A poesia fermenta

Antes de todas as coisas, lá mais atrás,

na confusão elementar, caldeirão fervilhante,

amálgama de todos as partes,

antes de se formar sequer, convexo, o Mundo,

esporámos benignidades em verborreias de palavras

inúteis. Contristámos o momento mágico no vácuo.

Despertámos meninos estouvados,

impunemente, aquele estado de Alma

a que chamo soledade, desvio, misantropia.

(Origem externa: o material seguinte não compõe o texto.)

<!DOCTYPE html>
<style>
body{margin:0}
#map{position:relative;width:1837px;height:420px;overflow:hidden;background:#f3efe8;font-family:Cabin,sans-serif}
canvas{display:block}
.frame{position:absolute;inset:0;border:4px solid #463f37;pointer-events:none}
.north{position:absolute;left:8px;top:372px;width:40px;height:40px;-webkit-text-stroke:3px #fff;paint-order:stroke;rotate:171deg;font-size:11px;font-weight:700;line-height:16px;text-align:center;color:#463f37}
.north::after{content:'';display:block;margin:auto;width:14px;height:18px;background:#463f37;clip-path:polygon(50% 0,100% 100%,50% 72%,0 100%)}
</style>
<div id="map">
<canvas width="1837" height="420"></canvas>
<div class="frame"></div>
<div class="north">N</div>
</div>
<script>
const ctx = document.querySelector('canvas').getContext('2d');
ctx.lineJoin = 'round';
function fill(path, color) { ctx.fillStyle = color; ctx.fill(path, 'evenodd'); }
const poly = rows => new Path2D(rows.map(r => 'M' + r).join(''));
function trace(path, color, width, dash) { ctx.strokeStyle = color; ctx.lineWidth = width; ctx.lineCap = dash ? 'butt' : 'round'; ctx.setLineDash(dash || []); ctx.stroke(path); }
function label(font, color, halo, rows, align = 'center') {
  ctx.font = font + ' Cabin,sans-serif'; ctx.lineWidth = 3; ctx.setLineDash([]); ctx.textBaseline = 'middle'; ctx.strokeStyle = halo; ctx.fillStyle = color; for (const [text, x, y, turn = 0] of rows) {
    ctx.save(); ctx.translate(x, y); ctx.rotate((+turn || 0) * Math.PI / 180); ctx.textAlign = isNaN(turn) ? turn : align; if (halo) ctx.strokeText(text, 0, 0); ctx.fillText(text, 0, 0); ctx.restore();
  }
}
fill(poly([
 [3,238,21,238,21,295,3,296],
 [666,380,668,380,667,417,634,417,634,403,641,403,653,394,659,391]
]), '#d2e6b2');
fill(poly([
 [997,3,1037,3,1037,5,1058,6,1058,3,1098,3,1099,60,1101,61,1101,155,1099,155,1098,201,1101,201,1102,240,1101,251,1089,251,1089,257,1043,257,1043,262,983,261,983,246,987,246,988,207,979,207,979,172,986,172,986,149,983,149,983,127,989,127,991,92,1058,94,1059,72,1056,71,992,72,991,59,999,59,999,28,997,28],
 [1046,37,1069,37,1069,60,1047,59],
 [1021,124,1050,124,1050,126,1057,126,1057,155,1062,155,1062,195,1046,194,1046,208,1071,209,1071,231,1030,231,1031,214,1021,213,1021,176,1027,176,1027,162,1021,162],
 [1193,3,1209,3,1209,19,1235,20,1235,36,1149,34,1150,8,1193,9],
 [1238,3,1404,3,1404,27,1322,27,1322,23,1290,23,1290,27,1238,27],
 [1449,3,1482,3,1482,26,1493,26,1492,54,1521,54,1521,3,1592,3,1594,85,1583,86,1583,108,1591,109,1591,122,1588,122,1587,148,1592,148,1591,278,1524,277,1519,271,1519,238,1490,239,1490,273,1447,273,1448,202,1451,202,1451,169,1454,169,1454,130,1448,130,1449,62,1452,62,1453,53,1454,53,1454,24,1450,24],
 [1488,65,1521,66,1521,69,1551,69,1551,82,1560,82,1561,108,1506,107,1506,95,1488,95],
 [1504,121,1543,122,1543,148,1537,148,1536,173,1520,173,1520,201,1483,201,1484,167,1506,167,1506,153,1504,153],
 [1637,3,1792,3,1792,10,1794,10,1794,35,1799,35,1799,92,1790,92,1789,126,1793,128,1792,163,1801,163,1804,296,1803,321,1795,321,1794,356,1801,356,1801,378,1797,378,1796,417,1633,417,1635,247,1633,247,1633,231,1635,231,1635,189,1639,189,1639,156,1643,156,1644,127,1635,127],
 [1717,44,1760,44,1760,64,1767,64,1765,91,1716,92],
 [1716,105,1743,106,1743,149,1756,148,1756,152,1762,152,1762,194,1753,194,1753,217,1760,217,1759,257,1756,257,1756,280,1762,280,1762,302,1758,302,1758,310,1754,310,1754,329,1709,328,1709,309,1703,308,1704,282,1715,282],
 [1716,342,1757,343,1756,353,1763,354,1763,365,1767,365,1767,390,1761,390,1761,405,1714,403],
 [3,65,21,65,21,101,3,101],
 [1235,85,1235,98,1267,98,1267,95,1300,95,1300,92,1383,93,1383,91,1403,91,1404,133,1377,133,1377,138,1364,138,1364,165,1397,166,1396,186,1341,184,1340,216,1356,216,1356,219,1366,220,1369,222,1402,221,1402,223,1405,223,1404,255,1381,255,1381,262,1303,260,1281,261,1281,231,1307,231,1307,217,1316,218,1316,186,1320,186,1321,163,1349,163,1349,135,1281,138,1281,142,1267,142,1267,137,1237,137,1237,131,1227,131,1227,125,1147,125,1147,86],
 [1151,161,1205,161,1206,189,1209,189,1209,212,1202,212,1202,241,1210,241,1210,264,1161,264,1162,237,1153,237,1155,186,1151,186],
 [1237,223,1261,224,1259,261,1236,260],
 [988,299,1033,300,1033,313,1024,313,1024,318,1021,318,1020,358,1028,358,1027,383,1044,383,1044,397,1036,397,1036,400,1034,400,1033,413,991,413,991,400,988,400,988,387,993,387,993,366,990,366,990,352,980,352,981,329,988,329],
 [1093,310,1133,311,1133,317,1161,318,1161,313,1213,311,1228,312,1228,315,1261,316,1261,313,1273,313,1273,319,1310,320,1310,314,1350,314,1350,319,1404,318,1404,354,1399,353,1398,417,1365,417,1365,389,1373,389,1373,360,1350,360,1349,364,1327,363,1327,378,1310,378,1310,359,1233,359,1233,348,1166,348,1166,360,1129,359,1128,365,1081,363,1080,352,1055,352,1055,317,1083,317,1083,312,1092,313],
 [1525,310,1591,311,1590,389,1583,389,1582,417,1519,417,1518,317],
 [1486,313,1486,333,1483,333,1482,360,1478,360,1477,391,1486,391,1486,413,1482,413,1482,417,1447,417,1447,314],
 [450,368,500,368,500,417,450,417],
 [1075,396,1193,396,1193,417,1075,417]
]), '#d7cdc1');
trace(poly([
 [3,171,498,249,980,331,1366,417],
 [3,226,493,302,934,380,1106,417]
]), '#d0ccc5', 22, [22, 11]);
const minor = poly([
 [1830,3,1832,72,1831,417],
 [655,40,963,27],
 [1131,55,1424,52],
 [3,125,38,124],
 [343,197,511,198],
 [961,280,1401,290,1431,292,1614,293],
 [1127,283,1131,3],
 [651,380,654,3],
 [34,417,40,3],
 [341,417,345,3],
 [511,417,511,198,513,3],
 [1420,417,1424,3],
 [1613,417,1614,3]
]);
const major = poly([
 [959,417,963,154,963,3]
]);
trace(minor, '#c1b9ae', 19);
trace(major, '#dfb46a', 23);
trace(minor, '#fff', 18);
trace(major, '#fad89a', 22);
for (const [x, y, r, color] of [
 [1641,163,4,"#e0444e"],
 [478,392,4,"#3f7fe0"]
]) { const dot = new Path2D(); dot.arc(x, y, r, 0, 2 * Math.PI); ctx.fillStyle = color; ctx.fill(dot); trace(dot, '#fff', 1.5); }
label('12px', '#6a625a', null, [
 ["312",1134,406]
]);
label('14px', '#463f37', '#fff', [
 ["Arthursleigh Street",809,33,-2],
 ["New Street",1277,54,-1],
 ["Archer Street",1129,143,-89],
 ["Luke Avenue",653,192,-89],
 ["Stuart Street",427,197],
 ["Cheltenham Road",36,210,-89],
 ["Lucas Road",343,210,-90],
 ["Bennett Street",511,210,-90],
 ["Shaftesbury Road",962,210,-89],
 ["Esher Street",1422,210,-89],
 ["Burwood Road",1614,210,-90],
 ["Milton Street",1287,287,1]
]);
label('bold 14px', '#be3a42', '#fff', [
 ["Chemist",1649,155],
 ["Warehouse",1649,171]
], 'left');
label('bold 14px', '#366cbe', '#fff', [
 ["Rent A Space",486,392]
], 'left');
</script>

Emergimos escassamente por dentro de silabas

espumadas de poemas. Baldios. Farpados.

Carência de ternuras. Nudez de afagos.

**

Procuro em Babel a mestra chave, no Monte da Lua,

a Lua Nova, a Lua Cheia - um fim nesta logorreia.

Percorro o beiral do abismo, que agora

em silêncio, quero celebrar apenas o mutismo.

De costas na concha do Mar, fito-me no firmamento.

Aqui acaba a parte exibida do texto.